Collected data entries
════

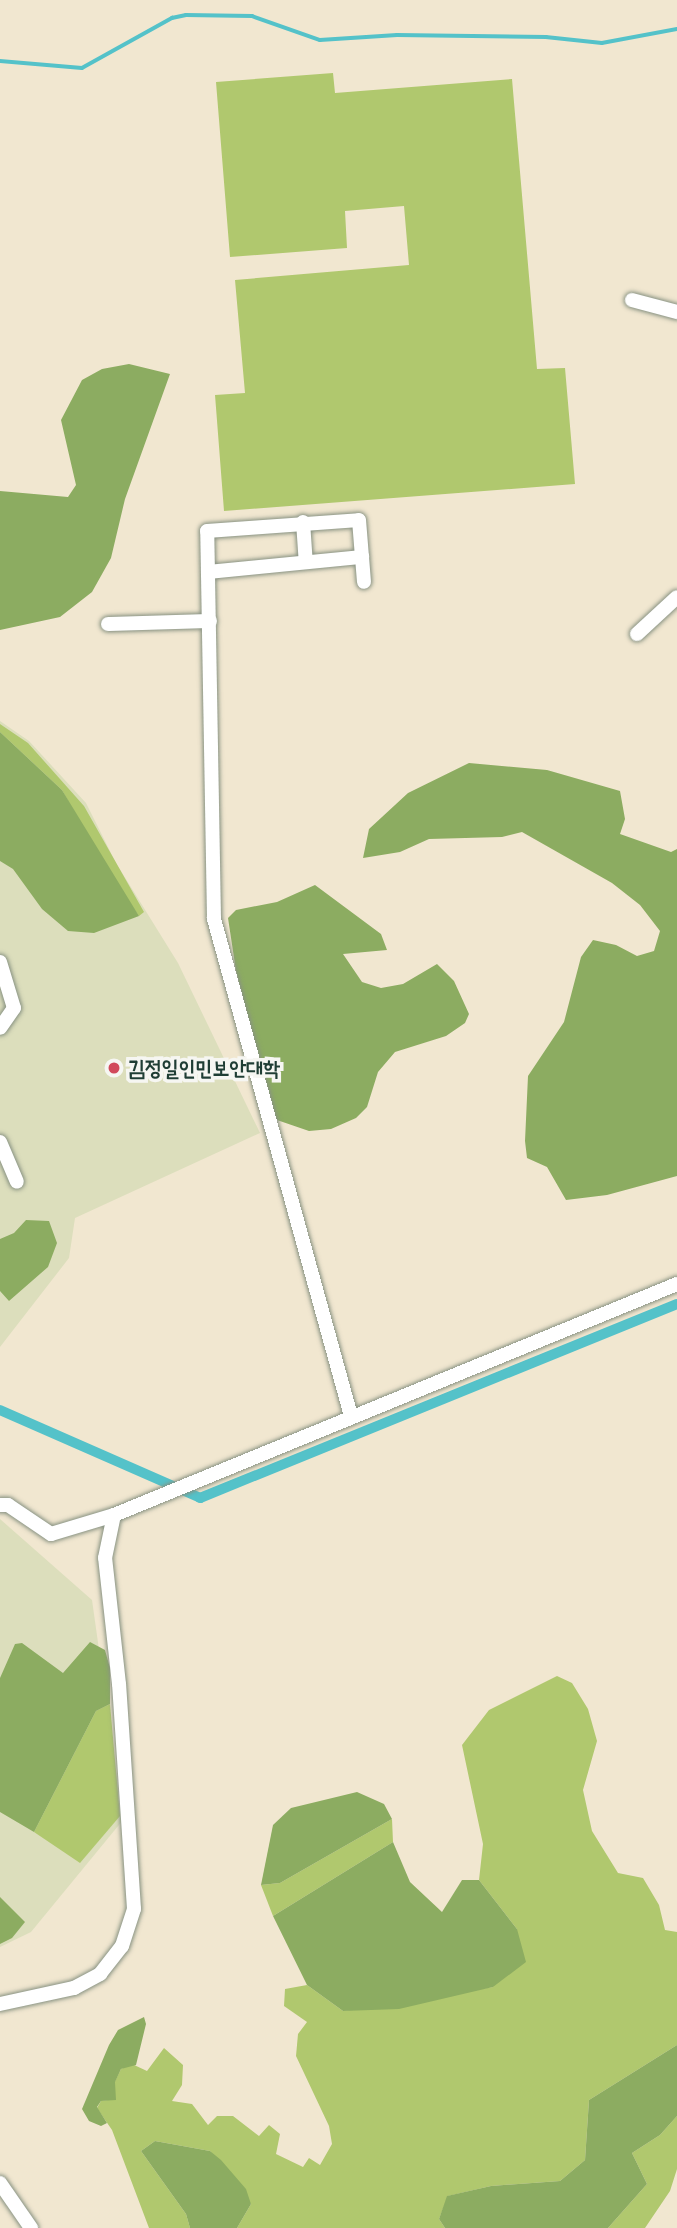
<!DOCTYPE html>
<html>
<head>
<meta charset="utf-8">
<style>
  body { margin:0 }
  #map { position:relative; width:677px; height:2228px; overflow:hidden; background:#f1e7d0; font-family:"Shantell Sans","Poor Story",sans-serif }
  div>[style] { position:absolute }
  .built>* { inset:0; background:#dcdebc }
  .green>* { inset:0; background:#b0c86e }
  .forest>* { inset:0; background:#8cac61 }
  .stream>* { height:3.5px; margin:-1.75px; padding:0 1.75px; transform-origin:1.75px; border-radius:1.75px; background:#54c2c9 }
  .canal>* { height:10px; margin:-5px; padding:0 5px; transform-origin:5px; border-radius:5px; background:#54c2c9 }
  .roads { filter:drop-shadow(0 0 2px #889282) drop-shadow(0 0 2px #889282) }
  .minor>* { height:14px; margin:-7px; padding:0 7px; transform-origin:7px; border-radius:7px; background:#fff }
  .dots>* { width:19px; height:19px; translate:-50% -50%; box-sizing:border-box; border:4px solid #f6f6f2; border-radius:50% }
  span { translate:-50% -50%; white-space:nowrap; text-align:center; line-height:1.15; -webkit-text-stroke:7px #f6f6f2; paint-order:stroke }
  .poi-label { font-size:21px; color:#1f3d34; font-weight:700 }
  .left { translate:0 -50%; text-align:left }
</style>
</head>
<body>
<div id="map">
  <div class="built">
    <i style="clip-path:polygon(0 721px,29px 741px,86px 803px,116px 863px,178px 963px,260px 1133px,75px 1218px,69px 1258px,0 1347px)"></i>
    <i style="clip-path:polygon(0 1519px,92px 1600px,123px 1820px,31px 1932px,0 1947px)"></i>
  </div>
  <div class="green">
    <i style="clip-path:polygon(333px 73px,335px 93px,512px 79px,537px 369px,565px 368px,575px 484px,224px 511px,215px 395px,245px 393px,235px 280px,409px 265px,404px 206px,345px 211px,347px 248px,230px 257px,216px 82px)"></i>
    <i style="clip-path:polygon(0 724px,28px 743px,84px 806px,144px 912px,139px 916px,111px 877px,62px 790px,0 732px)"></i>
    <i style="clip-path:polygon(557px 1676px,572px 1683px,588px 1709px,597px 1741px,583px 1790px,592px 1831px,618px 1873px,643px 1878px,659px 1905px,665px 1930px,677px 1932px,677px 2045px,589px 2100px,585px 2160px,560px 2181px,491px 2186px,448px 2196px,439px 2219px,445px 2228px,237px 2228px,251px 2204px,210px 2151px,155px 2141px,141px 2151px,186px 2214px,190px 2228px,149px 2228px,112px 2130px,97px 2108px,101px 2101px,115px 2099px,115px 2081px,121px 2069px,132px 2064px,147px 2071px,164px 2048px,183px 2065px,182px 2085px,172px 2101px,192px 2104px,208px 2125px,217px 2116px,233px 2116px,259px 2136px,269px 2125px,280px 2134px,276px 2154px,303px 2167px,309px 2158px,320px 2165px,332px 2144px,329px 2126px,296px 2056px,298px 2034px,307px 2022px,284px 2006px,285px 1989px,307px 1985px,343px 2011px,493px 1987px,517px 1929px,479px 1880px,483px 1844px,462px 1745px,489px 1710px)"></i>
    <i style="clip-path:polygon(110px 1704px,120px 1816px,80px 1863px,34px 1832px,96px 1711px)"></i>
    <i style="clip-path:polygon(392px 1819px,393px 1842px,273px 1916px,261px 1885px,280px 1883px)"></i>
    <i style="clip-path:polygon(677px 2116px,677px 2169px,670px 2191px,645px 2228px,608px 2228px,647px 2184px,632px 2153px,660px 2135px)"></i>
  </div>
  <div class="forest">
    <i style="clip-path:polygon(129px 364px,170px 374px,125px 499px,111px 558px,92px 592px,60px 617px,0 630px,0 491px,68px 497px,76px 485px,61px 420px,82px 380px,102px 369px)"></i>
    <i style="clip-path:polygon(0 732px,62px 790px,139px 916px,94px 933px,68px 931px,42px 909px,13px 869px,0 861px)"></i>
    <i style="clip-path:polygon(469px 763px,547px 770px,620px 791px,625px 819px,620px 834px,671px 852px,677px 849px,677px 1176px,607px 1195px,566px 1200px,547px 1167px,527px 1158px,525px 1141px,528px 1076px,564px 1022px,581px 957px,593px 940px,616px 945px,637px 956px,654px 951px,660px 931px,640px 905px,612px 883px,522px 832px,502px 837px,429px 839px,400px 852px,363px 858px,369px 829px,408px 793px)"></i>
    <i style="clip-path:polygon(315px 885px,381px 934px,387px 950px,343px 954px,362px 982px,381px 988px,403px 984px,437px 964px,454px 981px,469px 1014px,465px 1023px,446px 1036px,395px 1052px,378px 1072px,367px 1107px,356px 1118px,331px 1129px,309px 1131px,274px 1119px,236px 971px,228px 918px,236px 910px,277px 902px)"></i>
    <i style="clip-path:polygon(26px 1220px,49px 1221px,57px 1243px,48px 1267px,9px 1301px,0 1291px,0 1239px,14px 1233px)"></i>
    <i style="clip-path:polygon(90px 1642px,105px 1650px,110px 1668px,110px 1704px,96px 1711px,34px 1832px,0 1812px,0 1678px,15px 1644px,22px 1643px,63px 1673px)"></i>
    <i style="clip-path:polygon(357px 1792px,384px 1804px,392px 1819px,280px 1883px,261px 1885px,273px 1825px,291px 1808px)"></i>
    <i style="clip-path:polygon(393px 1842px,410px 1882px,442px 1912px,462px 1880px,479px 1880px,517px 1929px,526px 1962px,493px 1987px,399px 2009px,343px 2011px,307px 1985px,273px 1916px)"></i>
    <i style="clip-path:polygon(0 1897px,25px 1922px,12px 1938px,0 1944px)"></i>
    <i style="clip-path:polygon(144px 2017px,146px 2024px,136px 2065px,121px 2069px,115px 2082px,116px 2100px,101px 2101px,97px 2107px,107px 2123px,101px 2126px,89px 2121px,82px 2109px,109px 2045px,118px 2030px)"></i>
    <i style="clip-path:polygon(677px 2045px,677px 2116px,660px 2135px,632px 2153px,647px 2184px,608px 2228px,445px 2228px,439px 2219px,447px 2196px,491px 2186px,560px 2181px,585px 2160px,589px 2100px)"></i>
    <i style="clip-path:polygon(155px 2141px,210px 2151px,221px 2160px,246px 2189px,251px 2204px,237px 2228px,190px 2228px,186px 2214px,141px 2151px)"></i>
  </div>
  <div class="stream">
    <i style="left:0;top:61px;width:82px;rotate:4.9deg"></i>
    <i style="left:82px;top:68px;width:103px;rotate:-29.1deg"></i>
    <i style="left:172px;top:18px;width:14px;rotate:-12deg"></i>
    <i style="left:186px;top:15px;width:66px;rotate:0.9deg"></i>
    <i style="left:252px;top:16px;width:72px;rotate:19.4deg"></i>
    <i style="left:320px;top:40px;width:77px;rotate:-3.7deg"></i>
    <i style="left:397px;top:35px;width:149px;rotate:0.8deg"></i>
    <i style="left:546px;top:37px;width:56px;rotate:6.1deg"></i>
    <i style="left:602px;top:43px;width:76px;rotate:-10.6deg"></i>
  </div>
  <div class="canal">
    <i style="left:0;top:1410px;width:219px;rotate:23.7deg"></i>
    <i style="left:200px;top:1498px;width:515px;rotate:-22.13deg"></i>
  </div>
  <div class="roads">
    <div class="minor">
      <i style="left:632px;top:300px;width:47px;rotate:14.9deg"></i>
      <i style="left:303px;top:522px;width:39px;rotate:86deg"></i>
      <i style="left:208px;top:572px;width:155px;rotate:-5.6deg"></i>
      <i style="left:108px;top:624px;width:102px;rotate:-1.7deg"></i>
      <i style="left:637px;top:634px;width:54px;rotate:-42.8deg"></i>
      <i style="left:0;top:962px;width:48px;rotate:73.1deg"></i>
      <i style="left:14px;top:1008px;width:24px;rotate:125deg"></i>
      <i style="left:0;top:1142px;width:43px;rotate:67deg"></i>
      <i style="left:351px;top:1416px;width:516px;rotate:-105.41deg"></i>
      <i style="left:214px;top:919px;width:388px;rotate:-91deg"></i>
      <i style="left:207px;top:531px;width:152px;rotate:-4.1deg"></i>
      <i style="left:359px;top:520px;width:62px;rotate:85.4deg"></i>
      <i style="left:0;top:1505px;width:8px"></i>
      <i style="left:8px;top:1505px;width:52px;rotate:34deg"></i>
      <i style="left:51px;top:1534px;width:66px;rotate:-16.8deg"></i>
      <i style="left:0;top:2004px;width:76px;rotate:-12.2deg"></i>
      <i style="left:74px;top:1988px;width:30px;rotate:-28deg"></i>
      <i style="left:100px;top:1974px;width:36px;rotate:-52deg"></i>
      <i style="left:122px;top:1946px;width:39px;rotate:-72deg"></i>
      <i style="left:134px;top:1909px;width:225px;rotate:-93.8deg"></i>
      <i style="left:119px;top:1684px;width:127px;rotate:-96.3deg"></i>
      <i style="left:105px;top:1558px;width:44px;rotate:-78.2deg"></i>
      <i style="left:114px;top:1515px;width:609px;rotate:-22.31deg"></i>
      <i style="left:0;top:2183px;width:55px;rotate:55.4deg"></i>
    </div>
  </div>
  <div class="dots">
    <i style="left:114px;top:1068px;background:#d1495b"></i>
  </div>
  <div class="poi-label">
    <span class="left" style="left:128px;top:1068px">김정일인민보안대학</span>
  </div>
</div>
</body>
</html>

════

**WORK INSTRUCTION**. In the records above, find each line that mentions the string "label", then copy it.

**RESPONSE BOX**.
  .poi-label { font-size:21px; color:#1f3d34; font-weight:700 }
  <div class="poi-label">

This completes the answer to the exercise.